Stored data entries:

:::::

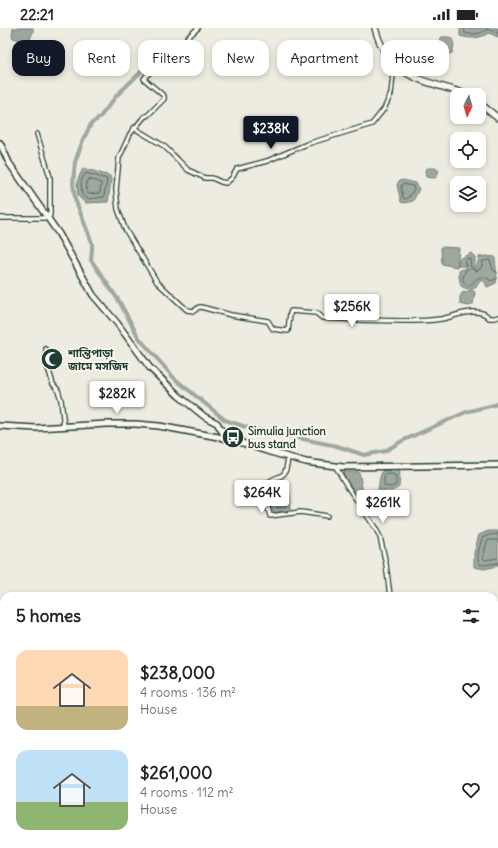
<!DOCTYPE html>
<meta charset="utf-8">
<style>
body{margin:0;font-family:Delius,"Noto Sans Bengali",sans-serif;background:#f2f2f2;color:#222;height:100vh;display:flex;flex-direction:column;font-size:15px;white-space:nowrap}
*{box-sizing:border-box;margin:0}
p{font-size:13px;color:#767676}
.icon{flex:none;width:22px;height:22px;fill:none;stroke:currentColor;stroke-width:2;stroke-linecap:round;stroke-linejoin:round}
.map{position:relative;flex:1;overflow:hidden}
.sheet{position:absolute;left:0px;top:564px;width:498px;height:256px;display:flex;flex-direction:column;background:#fff;border-radius:12px 12px 0 0;box-shadow:0 2px 6px #0003}
.sheet>*{flex:none}
.banner{position:absolute;left:12px;top:12px;width:474px;height:36px;display:flex;gap:8px}
.needle{width:26px;rotate:185deg}
.buttons{position:absolute;left:450px;top:60px;display:grid;gap:8px}
.buttons a{display:grid;place-items:center;width:36px;height:36px;border-radius:8px;background:#fff;box-shadow:0 2px 6px #0003;font-size:20px}
.price{position:absolute;translate:-50% -34px;padding:0 9px;border-radius:4px;background:#fff;color:#222;font-size:13px;line-height:26px;filter:drop-shadow(0 1px 2px #0008)}
.price::after{content:'';position:absolute;left:50%;top:24px;width:12px;height:9px;margin-left:-6px;background:inherit;clip-path:polygon(0 0,100% 0,50% 100%)}
.price.current{background:#111827;color:#fff}
ul{padding:0;list-style:none}
li{display:flex;align-items:center;gap:12px;height:100px;padding:0 16px}
li span{display:grid;place-items:center;flex:none;width:112px;height:80px;border-radius:12px;color:#555}
li>.icon{margin-inline-start:auto}
span .icon{width:48px;height:48px;fill:#fffc;stroke-width:1}
li b{font-size:17px}
h2{display:flex;justify-content:space-between;align-items:center;height:48px;padding:0 16px;font-size:17px}
.pill{padding:0 14px;border-radius:12px;background:#fff;box-shadow:0 2px 6px #0003;font-size:14px;line-height:36px}
.pill.current{background:#111827;color:#fff}
.status{display:flex;justify-content:space-between;align-items:center;height:28px;padding:0 20px;background:#fff;direction:ltr}
.status svg{height:11px;fill:currentColor}
.map>svg:first-child{display:block}
.water{fill:#9fa89f;stroke:#6c7d74}
.lines{fill:none;stroke-linecap:round;stroke-linejoin:round}
.shore{stroke:#52685f;stroke-width:1}
.canal{stroke:#9fa89f;stroke-width:4}
.street-casing{stroke:#1f3d34;stroke-width:6}
.secondary-casing{stroke:#1f3d34;stroke-width:8}
.primary-casing{stroke:#1f3d34;stroke-width:8}
.street{stroke:#fbf7ec;stroke-width:3.5}
.secondary{stroke:#fbf7ec;stroke-width:5}
.primary{stroke:#fbf7ec;stroke-width:5.5}
.labels{text-anchor:middle;stroke-width:4;stroke-linejoin:round;paint-order:stroke}
.poi-label{font-size:11px;font-weight:bold;fill:#1f3d34;stroke:#fbf7ec;text-anchor:start}
</style>
<div class="status"><b>22:21</b><svg viewBox="0 0 49 12"><path d="M0 12V9h3v3zM5 12V6h3v6zM10 12V3h3v9zM15 12V0h3v12zM26 1h20v11H26zM47 4h2v5h-2z"/></svg></div>
<div class="map">
<svg width="498" height="820" viewBox="0 0 498 820">
<rect width="100%" height="100%" fill="#eeece1"/>
<filter id="ink" filterUnits="userSpaceOnUse"><feTurbulence type="fractalNoise" baseFrequency=".025" numOctaves="2"/><feDisplacementMap in="SourceGraphic" scale="8" xChannelSelector="R" yChannelSelector="G"/><feConvolveMatrix kernelMatrix="1 2 1 2 8 2 1 2 1" color-interpolation-filters="sRGB"/></filter>
<g filter="url(#ink)">
<path class="water" d="M 13,0 L 33,0 L 33,4 L 30,11 L 20,12 L 13,10 L 12,7 Z
M 460,0 L 498,0 L 498,9 L 489,5 C 479,11 471,11 460,8 Z
M 442,9 L 449,9 L 452,11 L 454,17 L 452,25 L 448,26 L 442,22 L 440,10 Z
M 83,140 L 110,148 L 111,152 L 108,174 L 85,175 L 78,168 L 77,154 Z
M 428,140 L 435,140 L 439,143 L 435,150 L 426,149 L 425,142 Z
M 403,152 L 416,155 L 419,161 L 413,173 L 404,175 L 401,174 L 397,157 L 399,153 Z
M 441,219 L 459,220 L 457,239 L 442,236 Z
M 471,225 L 475,229 L 475,238 L 474,239 L 459,238 L 458,236 L 459,231 Z
M 486,228 L 495,229 C 495,238 498,246 496,255 L 487,259 L 485,254 L 482,252 L 478,255 L 475,260 C 469,262 466,261 461,258 L 459,249 L 459,243 C 465,239 471,242 477,239 L 479,229 Z
M 472,262 L 475,264 L 473,276 L 469,278 L 460,276 L 460,269 L 462,265 Z
M 383,442 L 400,443 L 399,459 L 392,463 L 378,462 L 380,449 Z
M 343,444 L 359,444 L 363,465 L 361,469 C 352,462 347,455 343,444 Z
M 279,456 L 287,456 C 290,464 292,473 290,482 L 274,485 L 270,477 L 268,458 Z
M 488,503 L 498,503 L 498,538 L 484,541 L 474,539 L 474,525 L 479,507 Z"/>
<g class="lines">
<path class="shore" d="M 464,0 L 465,5 C 474,8 480,5 489,1 L 498,5
M 86,145 L 107,151 L 104,169 L 87,171 L 82,167 L 81,154 Z
M 89,151 L 101,155 L 100,165 L 89,166 L 87,165 L 86,155 Z
M 403,156 L 413,158 L 414,161 L 409,169 L 405,171 L 403,170 L 401,158 Z
M 498,245 L 493,242 L 490,232 L 483,233 L 481,240 L 476,243 L 471,240 L 470,231 L 468,230 L 464,233 L 467,240 C 464,246 460,250 466,257 L 471,257 C 477,249 483,246 491,253 L 498,250
M 392,446 L 396,448 L 396,457 L 391,459 L 384,458 L 384,451 L 385,447 Z
M 280,460 L 284,460 L 286,464 L 287,477 L 285,479 L 277,480 L 274,476 L 272,463 L 273,461 Z
M 498,506 L 489,507 L 482,510 C 480,518 476,528 479,536 L 484,537 L 498,535
M 498,512 L 490,512 L 487,513 L 483,530 L 485,532 L 498,530"/>
<path class="canal" d="M 181,15 L 147,38 L 117,67 L 100,89 L 91,96 L 83,112 L 75,134 L 73,155 L 75,171 L 92,215 L 92,223 L 91,232 L 119,273 L 139,310 L 174,350 L 225,392 L 249,400 L 337,418 L 364,427 L 385,423 L 402,413 L 466,384 L 498,376"/>
<g class="street-casing">
<path id="street" d="M 198,0 L 146,48 L 144,51 L 164,68 L 164,71 L 148,87 L 144,89 L 130,106 L 119,130 L 116,162 L 118,181 L 125,201 L 157,254 L 187,282 L 194,283 L 199,279 L 201,279 L 231,287 L 268,293 L 273,301 L 288,303 L 290,286 L 291,283 L 316,285 L 322,290 C 349,292 376,293 404,293 C 416,293 428,293 441,291 C 453,289 480,277 489,290 L 495,290 L 498,289
M 134,100 L 164,118 L 188,142 L 205,150 L 212,150 L 221,154 L 226,155 L 232,150 L 237,141 L 267,133 L 307,116 L 372,96 L 384,81 L 391,66 L 394,36
M 0,190 L 48,190 L 50,187 L 50,149 L 37,106
M 46,321 L 48,340 L 53,356 L 58,362 L 61,372 L 64,399
M 288,429 C 285,456 281,443 266,456 L 266,471 L 270,488 L 301,484 L 327,488
M 336,439 L 347,458 L 376,501 L 380,509 L 386,536 L 390,568
M 494,601 L 498,597
M 494,674 L 498,673
M 494,803 L 498,801
M 453,816 L 455,820
M 483,820 L 484,816"/>
</g>
<g class="secondary-casing">
<path id="secondary" d="M 0,115 L 9,135 L 59,206 L 93,267 L 117,295 L 150,340 L 179,368 L 205,389 L 217,395 L 223,405 L 230,411 L 270,424 L 306,434 L 343,439 L 498,437
M 0,398 L 36,400 L 107,396 L 136,396 L 159,398 L 229,411"/>
</g>
<g class="primary-casing">
<path id="primary" d="M 375,0 C 388,48 418,51 460,64 L 466,67
M 479,75 L 498,90"/>
</g>
<use href="#street" class="street"/>
<use href="#secondary" class="secondary"/>
<use href="#primary" class="primary"/>
</g>
</g>
<defs>
<g id="mosque-disc" transform="scale(1.15)"><circle r="9.5" fill="#1f3d34" stroke="#fbf7ec"/><path d="M3.5-4.9A6 6 0 1 0 3.5 4.9A5 5 0 1 1 3.5-4.9Z" fill="#fff"/></g>
<g id="bus-disc" transform="scale(1.15)"><circle r="9.5" fill="#1f3d34" stroke="#fbf7ec"/><path d="M-5-6H5V4H4V6H2V4H-2V6H-4V4H-5ZM-3.5-4V0h7V-4ZM-3.5 1.2v1.5H-2V1.2ZM2 1.2v1.5H3.5V1.2Z" fill="#fff"/></g>
</defs>
<g fill-rule="evenodd">
<use href="#mosque-disc" x="52" y="331"/>
<use href="#bus-disc" x="233" y="409"/>
</g>
<g class="labels">
<g class="poi-label">
<text x="68" y="329">শান্তিপাড়া<tspan x="68" dy="13">জামে মসজিদ</tspan></text>
<text x="248" y="407">Simulia junction<tspan x="248" dy="13">bus stand</tspan></text>
</g>
</g>
</svg>
<div class="buttons">
<a><svg class="needle" viewBox="-14 -14 28 28"><path d="M0-13l5 13h-10z" fill="#e53935"/><path d="M0 13l5-13h-10z" fill="#767676"/></svg></a>
<a><svg class="icon" aria-label="locate" viewBox="0 0 24 24"><circle cx="12" cy="12" r="6"/><path d="M12 2v4M12 18v4M2 12h4M18 12h4"/></svg></a>
<a><svg class="icon" aria-label="layers" viewBox="0 0 24 24"><path d="M12 4l9 5-9 5-9-5zM3 14l9 5 9-5"/></svg></a>
</div>
<b class="price current" style="left:271px;top:122px">$238K</b>
<b class="price" style="left:352px;top:300px">$256K</b>
<b class="price" style="left:117px;top:387px">$282K</b>
<b class="price" style="left:262px;top:486px">$264K</b>
<b class="price" style="left:383px;top:496px">$261K</b>
<div class="banner">
<a class="pill current">Buy</a>
<a class="pill">Rent</a>
<a class="pill">Filters</a>
<a class="pill">New</a>
<a class="pill">Apartment</a>
<a class="pill">House</a>
</div>
<section class="sheet">
<h2>5 homes<svg class="icon" aria-label="filters" viewBox="0 0 24 24"><path d="M4 7h16M4 17h16"/><circle cx="9" cy="7" r="2"/><circle cx="15" cy="17" r="2"/></svg></h2>
<ul>
<li><span style="background:linear-gradient(#ffd9b3 70%,#c2b280 0)"><svg class="icon" aria-label="home" viewBox="0 0 24 24"><path d="M3 11l9-7 9 7M6 9v11h12V9"/></svg></span><div><b>$238,000</b><p>4 rooms · 136 m²</p><p>House</p></div><svg class="icon" aria-label="heart" viewBox="0 0 24 24"><path d="M12 20l-8-8c-3-5 5-10 8-4 3-6 11-1 8 4z"/></svg></li>
<li><span style="background:linear-gradient(#bfe0f5 65%,#8fb573 0)"><svg class="icon" aria-label="home" viewBox="0 0 24 24"><path d="M3 11l9-7 9 7M6 9v11h12V9"/></svg></span><div><b>$261,000</b><p>4 rooms · 112 m²</p><p>House</p></div><svg class="icon" aria-label="heart" viewBox="0 0 24 24"><path d="M12 20l-8-8c-3-5 5-10 8-4 3-6 11-1 8 4z"/></svg></li>
</ul>
</section>
</div>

:::::

TASK GOAL:
Using the records above, copy every line that has the word "justify" in it.

EXERCISE RESPONSE:
h2{display:flex;justify-content:space-between;align-items:center;height:48px;padding:0 16px;font-size:17px}
.status{display:flex;justify-content:space-between;align-items:center;height:28px;padding:0 20px;background:#fff;direction:ltr}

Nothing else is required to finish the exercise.